- **Dataset content**
┌──
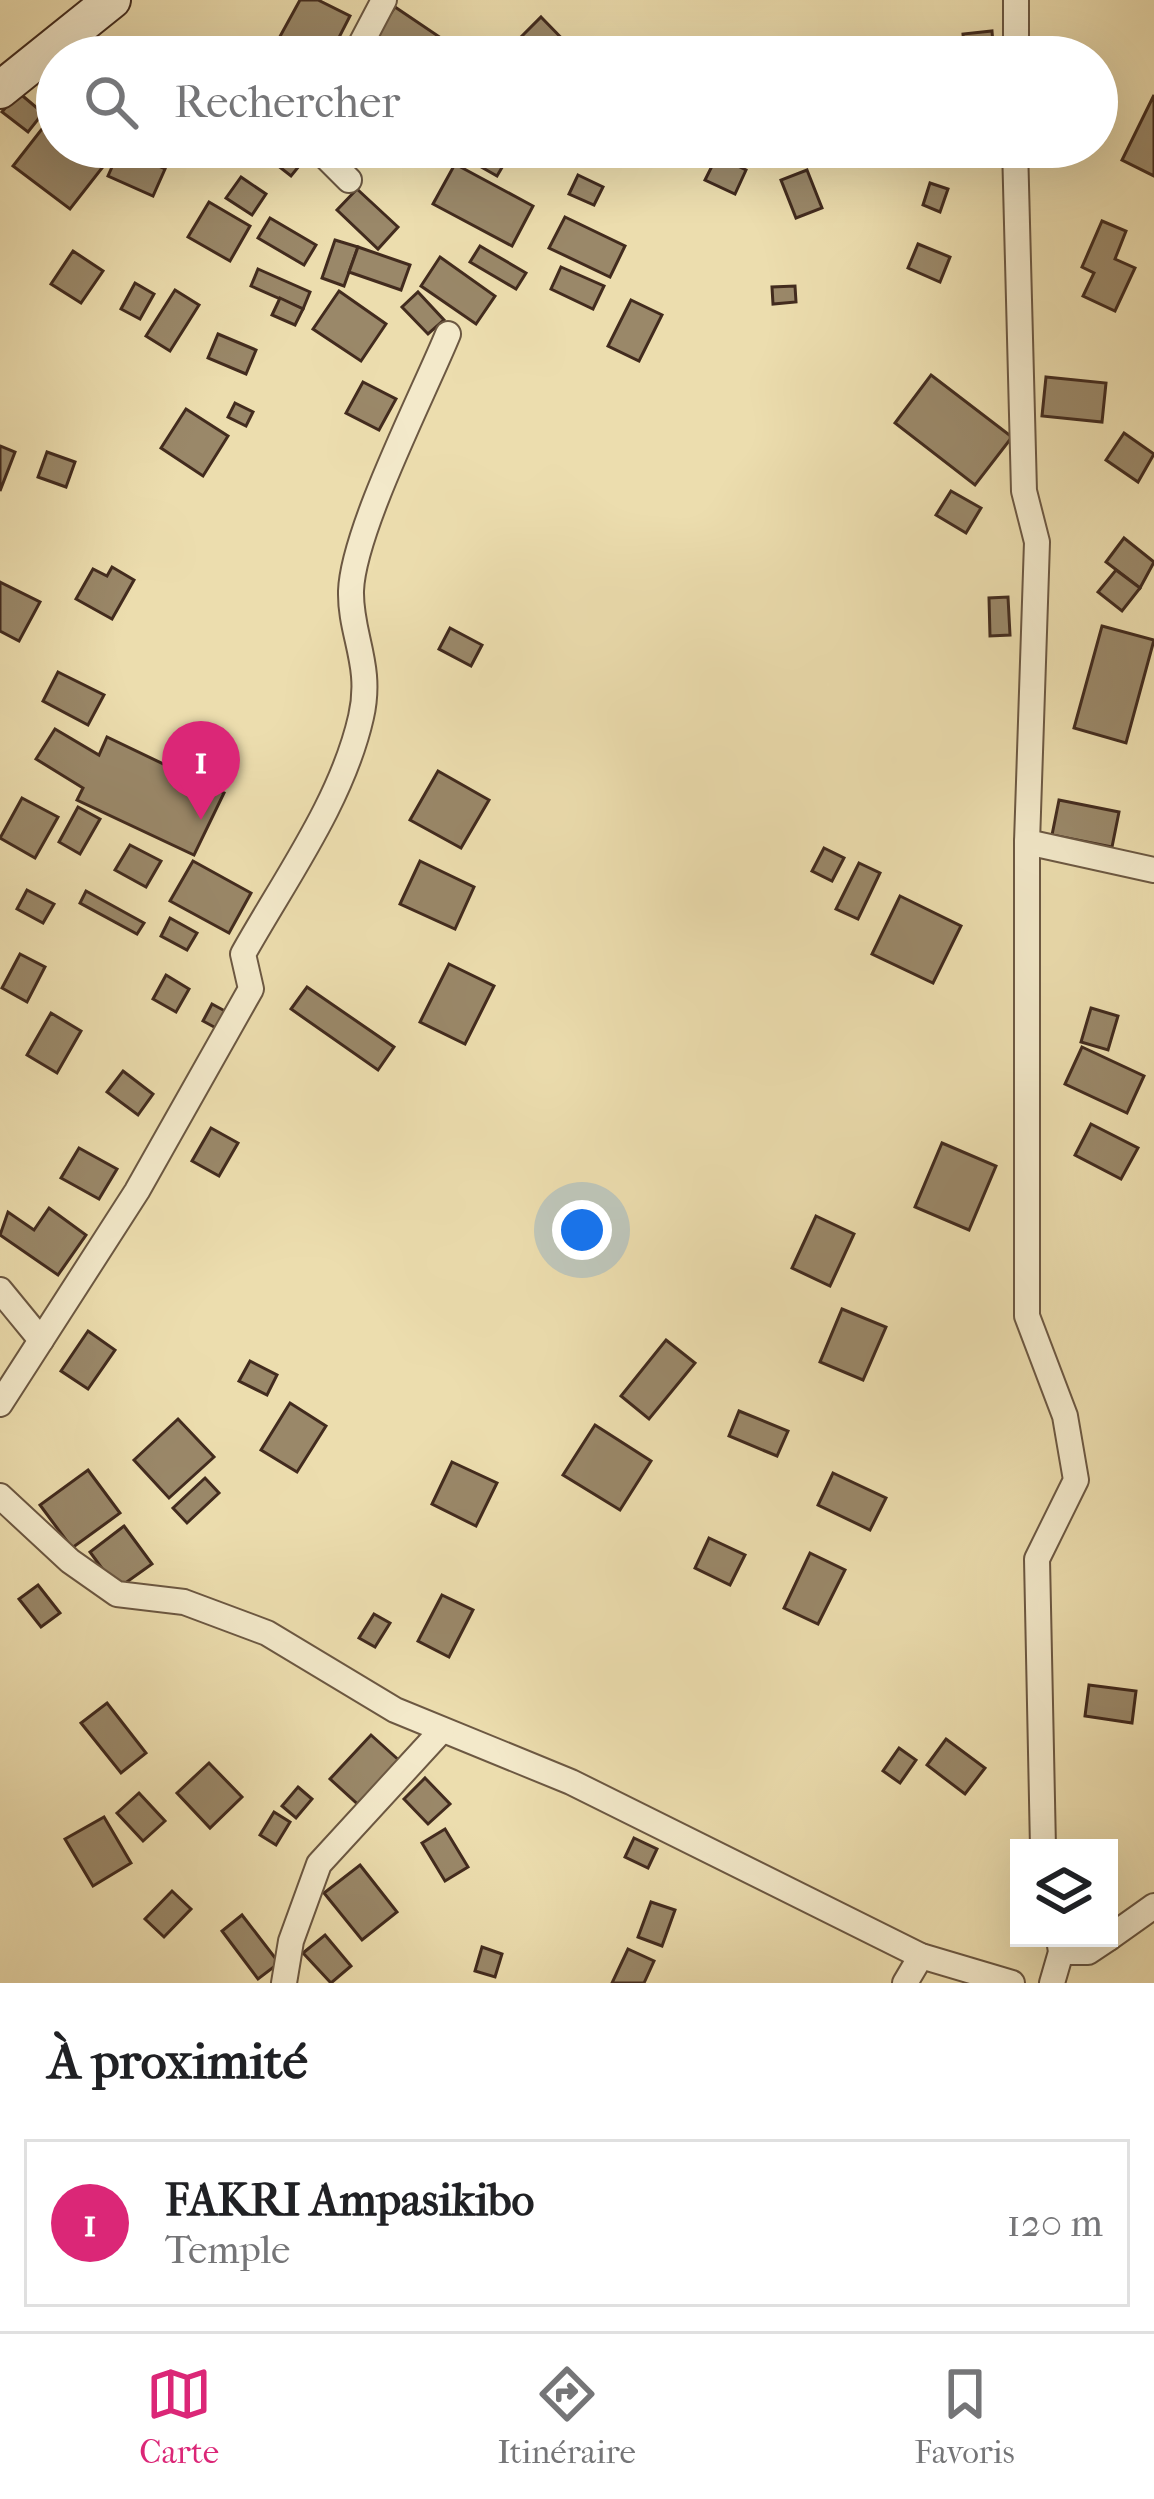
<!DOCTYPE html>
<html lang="fr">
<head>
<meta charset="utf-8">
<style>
  :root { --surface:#fff; --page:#f6f6f6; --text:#202124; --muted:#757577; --line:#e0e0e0; --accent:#db2777 }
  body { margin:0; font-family:"IM FELL French Canon",serif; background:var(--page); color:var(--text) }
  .controls { position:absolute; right:36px; bottom:36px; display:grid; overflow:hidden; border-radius:0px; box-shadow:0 12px 48px #0002 }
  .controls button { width:108px; height:108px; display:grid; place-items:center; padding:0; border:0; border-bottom:3px solid var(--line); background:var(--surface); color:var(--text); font:60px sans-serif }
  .you { position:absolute; left:582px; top:1230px; width:42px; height:42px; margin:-30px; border:9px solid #fff; border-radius:50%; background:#1a73e8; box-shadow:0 0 0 18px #1a73e833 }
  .badge { display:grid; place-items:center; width:78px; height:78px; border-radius:50%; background:var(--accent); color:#fff; font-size:39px; font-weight:700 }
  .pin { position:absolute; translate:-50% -99px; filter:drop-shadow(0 3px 6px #0008) }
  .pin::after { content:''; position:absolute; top:63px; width:42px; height:36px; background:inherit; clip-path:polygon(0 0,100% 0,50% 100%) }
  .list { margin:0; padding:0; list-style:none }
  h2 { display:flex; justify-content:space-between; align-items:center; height:156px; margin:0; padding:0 48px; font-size:51px }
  h2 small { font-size:39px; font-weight:400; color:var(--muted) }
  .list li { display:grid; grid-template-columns:78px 1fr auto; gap:36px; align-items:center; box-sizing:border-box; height:168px; margin:0 24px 24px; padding:0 24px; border:3px solid var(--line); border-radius:0px }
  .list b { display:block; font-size:45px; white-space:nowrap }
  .list p { margin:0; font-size:39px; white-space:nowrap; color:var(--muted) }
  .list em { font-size:39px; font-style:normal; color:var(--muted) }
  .icon { flex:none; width:66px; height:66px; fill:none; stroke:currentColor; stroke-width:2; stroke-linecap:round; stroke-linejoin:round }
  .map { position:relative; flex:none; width:1154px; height:1983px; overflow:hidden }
  .search { position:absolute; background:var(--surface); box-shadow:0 12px 48px #0002; left:36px; right:36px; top:36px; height:132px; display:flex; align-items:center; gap:30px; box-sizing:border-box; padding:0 42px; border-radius:66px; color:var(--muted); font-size:45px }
  .sheet { height:348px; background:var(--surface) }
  nav { display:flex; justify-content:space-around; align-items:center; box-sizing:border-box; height:168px; border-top:3px solid var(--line); background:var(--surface); font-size:33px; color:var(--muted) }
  nav a { display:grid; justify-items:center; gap:6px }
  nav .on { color:var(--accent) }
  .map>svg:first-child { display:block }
  .building { fill:#9a8869; stroke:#422b1e; stroke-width:3 }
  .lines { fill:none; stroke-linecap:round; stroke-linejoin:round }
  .street-casing { stroke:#6c5842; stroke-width:28 }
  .secondary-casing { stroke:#422b1e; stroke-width:40 }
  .street { stroke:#f3e9ca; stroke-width:24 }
  .secondary { stroke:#f3e9ca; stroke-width:36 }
</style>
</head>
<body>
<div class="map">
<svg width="1154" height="1983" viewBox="0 0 1154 1983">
  <rect width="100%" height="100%" fill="#ecddae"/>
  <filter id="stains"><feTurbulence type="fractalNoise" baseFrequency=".00167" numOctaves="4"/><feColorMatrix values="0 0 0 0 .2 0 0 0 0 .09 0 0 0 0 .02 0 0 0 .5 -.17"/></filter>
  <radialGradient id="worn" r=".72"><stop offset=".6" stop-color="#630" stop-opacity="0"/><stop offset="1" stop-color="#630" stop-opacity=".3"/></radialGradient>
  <g class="building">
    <path d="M300,0H318L350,16L329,57H312L278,40Z"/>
    <path d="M395,7L447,42L436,57H405L375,37Z"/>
    <path d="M541,17L577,54L574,57H541L521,37Z"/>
    <path d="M992,31L994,57H965L963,34Z"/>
    <path d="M18,92L43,113L28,132L2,112Z"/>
    <path d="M1154,95V176L1122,160Z"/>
    <path d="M45,125L57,134V147H75L102,168L70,209L13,166Z"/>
    <path d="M269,147H287L304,160L291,176L263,154Z"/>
    <path d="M458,147H514L497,176L455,152Z"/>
    <path d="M120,149L165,169L153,196L108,176Z"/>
    <path d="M717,156L746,170L735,194L705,180Z"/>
    <path d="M455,164L533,206L512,246L433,204Z"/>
    <path d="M807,170L822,208L796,218L781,180Z"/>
    <path d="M578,175L603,187L594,205L569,194Z"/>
    <path d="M241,177L266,194L252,215L226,198Z"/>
    <path d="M930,183L948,189L940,212L923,205Z"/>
    <path d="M357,189L398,227L378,249L337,210Z"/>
    <path d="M209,202L250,226L230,261L188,237Z"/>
    <path d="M565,217L625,246L610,277L549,248Z"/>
    <path d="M270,218L316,245L304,265L258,238Z"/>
    <path d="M1102,221L1126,231L1115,259L1135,268L1115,311L1083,296L1094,273L1082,267Z"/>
    <path d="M335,240L358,247L344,286L322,278Z"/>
    <path d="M918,244L950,257L940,282L908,268Z"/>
    <path d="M480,246L526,273L516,289L470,262Z"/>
    <path d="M358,247L410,265L401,290L349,272Z"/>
    <path d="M73,251L103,271L81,303L51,284Z"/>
    <path d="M440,257L495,296L476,324L421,286Z"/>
    <path d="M561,267L604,286L593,309L551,289Z"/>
    <path d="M258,269L310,292L303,309L251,286Z"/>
    <path d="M135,283L154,294L140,319L121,309Z"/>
    <path d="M795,286L796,302L773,304L772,287Z"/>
    <path d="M175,290L199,305L170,351L146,336Z"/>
    <path d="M339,291L386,324L361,361L313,329Z"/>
    <path d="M418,292L444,320L428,334L402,307Z"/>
    <path d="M280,298L303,309L295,325L272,315Z"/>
    <path d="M631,300L662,315L639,361L608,346Z"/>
    <path d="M218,334L256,350L246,374L208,358Z"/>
    <path d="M931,375L1012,437L975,485L895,423Z"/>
    <path d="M1046,377L1106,383L1102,422L1042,416Z"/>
    <path d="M363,382L396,399L379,430L346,413Z"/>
    <path d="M235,403L253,412L246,426L228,417Z"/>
    <path d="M186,409L228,436L203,476L161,448Z"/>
    <path d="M1124,433L1154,454L1138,482L1106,460Z"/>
    <path d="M0,446L15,452L0,491Z"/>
    <path d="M47,452L75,462L66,487L38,477Z"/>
    <path d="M951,491L981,508L966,533L936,515Z"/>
    <path d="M1124,538L1154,562L1140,588L1106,562Z"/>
    <path d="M112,567L134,580L112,619L76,599L93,569L107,576Z"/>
    <path d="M1116,570L1140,588L1122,611L1098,592Z"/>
    <path d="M0,582L40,602L19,641L0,631Z"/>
    <path d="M1008,597L1010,635L990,636L989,598Z"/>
    <path d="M1102,626L1154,640L1126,743L1074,728Z"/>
    <path d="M450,628L482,645L471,666L439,649Z"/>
    <path d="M58,672L104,695L88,725L43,701Z"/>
    <path d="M55,729L99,755L107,737L224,793L194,855L77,800L83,788L36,759Z"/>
    <path d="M438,771L489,800L461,848L410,820Z"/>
    <path d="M22,798L58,817L35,858L0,838Z"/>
    <path d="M1059,800L1119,812L1112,847L1052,835Z"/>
    <path d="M78,807L100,819L80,854L59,842Z"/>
    <path d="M130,845L161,861L146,887L115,870Z"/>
    <path d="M824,848L844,858L832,881L812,871Z"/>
    <path d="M193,861L251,893L229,933L170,901Z"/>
    <path d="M420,861L474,887L455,929L400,904Z"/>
    <path d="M859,863L880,873L858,919L836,909Z"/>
    <path d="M27,890L54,904L43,923L17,909Z"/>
    <path d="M86,891L144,923L137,934L80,903Z"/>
    <path d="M900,896L961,926L933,983L872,954Z"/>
    <path d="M170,918L197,933L187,950L161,936Z"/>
    <path d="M20,954L45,967L27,1002L2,988Z"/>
    <path d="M449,964L494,986L465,1044L420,1022Z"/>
    <path d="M166,975L189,989L176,1012L153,999Z"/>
    <path d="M307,987L394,1047L378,1070L291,1009Z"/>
    <path d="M212,1004L225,1011L216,1028L203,1021Z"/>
    <path d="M1091,1008L1118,1016L1108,1050L1081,1042Z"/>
    <path d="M51,1013L81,1031L57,1073L27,1055Z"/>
    <path d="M1082,1047L1144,1076L1127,1113L1065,1084Z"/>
    <path d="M123,1071L153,1094L138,1115L107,1092Z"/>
    <path d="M1091,1124L1138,1148L1121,1179L1075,1155Z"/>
    <path d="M211,1128L238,1143L219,1176L192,1161Z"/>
    <path d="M942,1143L996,1166L969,1230L915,1207Z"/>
    <path d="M79,1148L117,1169L99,1199L61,1178Z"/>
    <path d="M49,1208L86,1235L58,1275L0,1235L8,1212L34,1230Z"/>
    <path d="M816,1216L854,1234L830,1286L792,1268Z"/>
    <path d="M842,1309L886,1327L863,1380L820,1362Z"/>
    <path d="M88,1331L115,1350L88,1389L61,1371Z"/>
    <path d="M666,1340L695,1363L649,1419L621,1396Z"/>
    <path d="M250,1361L277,1375L267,1395L239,1381Z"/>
    <path d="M290,1403L326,1426L297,1472L261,1450Z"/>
    <path d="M739,1411L788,1431L777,1456L729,1436Z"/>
    <path d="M178,1419L214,1457L169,1498L134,1460Z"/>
    <path d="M595,1425L651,1461L620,1510L563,1475Z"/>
    <path d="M452,1462L497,1483L476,1526L432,1504Z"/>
    <path d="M88,1470L120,1513L72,1548L40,1505Z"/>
    <path d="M833,1473L886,1498L870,1530L818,1505Z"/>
    <path d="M205,1478L219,1493L187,1523L173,1508Z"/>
    <path d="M124,1526L152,1564L117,1589L90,1552Z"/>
    <path d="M709,1538L745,1555L730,1585L695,1568Z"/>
    <path d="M810,1553L845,1570L818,1624L784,1608Z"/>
    <path d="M38,1585L60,1613L41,1627L19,1599Z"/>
    <path d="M442,1595L473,1610L449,1657L418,1641Z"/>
    <path d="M374,1614L390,1623L375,1647L359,1638Z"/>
    <path d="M1089,1685L1136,1691L1132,1723L1085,1716Z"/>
    <path d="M107,1703L146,1753L121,1773L81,1723Z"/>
    <path d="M371,1735L402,1763L362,1808L330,1779Z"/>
    <path d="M946,1739L985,1768L965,1794L927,1765Z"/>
    <path d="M899,1748L916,1760L900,1783L883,1771Z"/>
    <path d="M209,1763L242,1797L210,1828L177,1793Z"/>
    <path d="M425,1778L450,1804L428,1824L404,1799Z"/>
    <path d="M298,1787L312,1799L296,1818L282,1806Z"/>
    <path d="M139,1793L165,1821L143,1841L117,1813Z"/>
    <path d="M274,1812L290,1822L276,1845L260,1835Z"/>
    <path d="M104,1817L131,1863L93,1886L65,1839Z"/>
    <path d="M445,1829L468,1867L445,1881L422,1843Z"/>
    <path d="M634,1838L657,1849L648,1868L625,1857Z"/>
    <path d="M360,1865L397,1912L362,1940L324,1893Z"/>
    <path d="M172,1891L191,1909L164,1937L145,1919Z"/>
    <path d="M651,1902L675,1910L662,1946L638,1937Z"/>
    <path d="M242,1915L279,1963L258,1979L222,1931Z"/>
    <path d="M325,1935L351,1966L331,1983L303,1953Z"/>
    <path d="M482,1947L502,1954L495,1977L475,1971Z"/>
    <path d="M628,1949L654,1961L644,1983H612Z"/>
  </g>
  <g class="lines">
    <defs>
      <g id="street">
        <path d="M1016,0V57"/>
        <path d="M354,57L384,0"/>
        <path d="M316,147L349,180"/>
        <path d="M1015,147L1024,491L1037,542L1027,842V1316L1065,1416L1076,1480L1037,1559L1043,1848"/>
        <path d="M1027,842L1154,870"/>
        <path d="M0,1290L41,1340"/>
        <path d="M0,1404L137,1191L251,989L243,954C285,879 342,801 361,717C373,665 350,635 351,591C353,531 423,395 448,334"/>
        <path d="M0,1496L70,1561L117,1594L184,1602L267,1633L395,1710L571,1782L921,1956L1012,1983"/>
        <path d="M1109,1938L1154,1906"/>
        <path d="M1061,1952H1088L1109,1938"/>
        <path d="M284,1983L291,1941L319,1864L442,1730"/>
        <path d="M905,1983L921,1956"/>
        <path d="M1052,1983L1061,1952L1059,1939"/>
      </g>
      <path id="secondary" d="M0,90L112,0"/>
    </defs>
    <use href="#street" class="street-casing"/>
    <use href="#secondary" class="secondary-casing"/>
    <use href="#street" class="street"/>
    <use href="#secondary" class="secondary"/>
  </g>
  <rect width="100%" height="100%" filter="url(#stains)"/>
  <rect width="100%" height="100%" fill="url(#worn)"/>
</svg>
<div class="controls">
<button><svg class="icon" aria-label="layers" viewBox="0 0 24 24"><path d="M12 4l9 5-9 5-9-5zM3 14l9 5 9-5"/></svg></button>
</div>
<div class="you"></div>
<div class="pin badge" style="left:201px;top:820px">1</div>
<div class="search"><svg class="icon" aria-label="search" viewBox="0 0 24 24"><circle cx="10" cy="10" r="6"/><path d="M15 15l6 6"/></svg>Rechercher</div>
</div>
<section class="sheet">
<h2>À proximité<small></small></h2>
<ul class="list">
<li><span class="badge">1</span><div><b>FAKRI Ampasikibo</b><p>Temple</p></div><em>120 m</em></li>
</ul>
</section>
<nav>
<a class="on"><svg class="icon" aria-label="map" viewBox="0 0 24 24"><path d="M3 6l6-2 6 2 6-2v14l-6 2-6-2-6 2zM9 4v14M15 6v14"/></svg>Carte</a>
<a><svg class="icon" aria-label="directions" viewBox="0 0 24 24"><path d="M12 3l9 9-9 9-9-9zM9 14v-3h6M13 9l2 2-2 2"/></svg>Itinéraire</a>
<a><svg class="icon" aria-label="saved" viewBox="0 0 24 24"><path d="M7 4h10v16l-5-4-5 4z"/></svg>Favoris</a>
</nav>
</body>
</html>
└──
- **Work order**
Starting from the data above, filter for lines with "controls" and copy each one.

- **Your solution**
  .controls { position:absolute; right:36px; bottom:36px; display:grid; overflow:hidden; border-radius:0px; box-shadow:0 12px 48px #0002 }
  .controls button { width:108px; height:108px; display:grid; place-items:center; padding:0; border:0; border-bottom:3px solid var(--line); background:var(--surface); color:var(--text); font:60px sans-serif }
<div class="controls">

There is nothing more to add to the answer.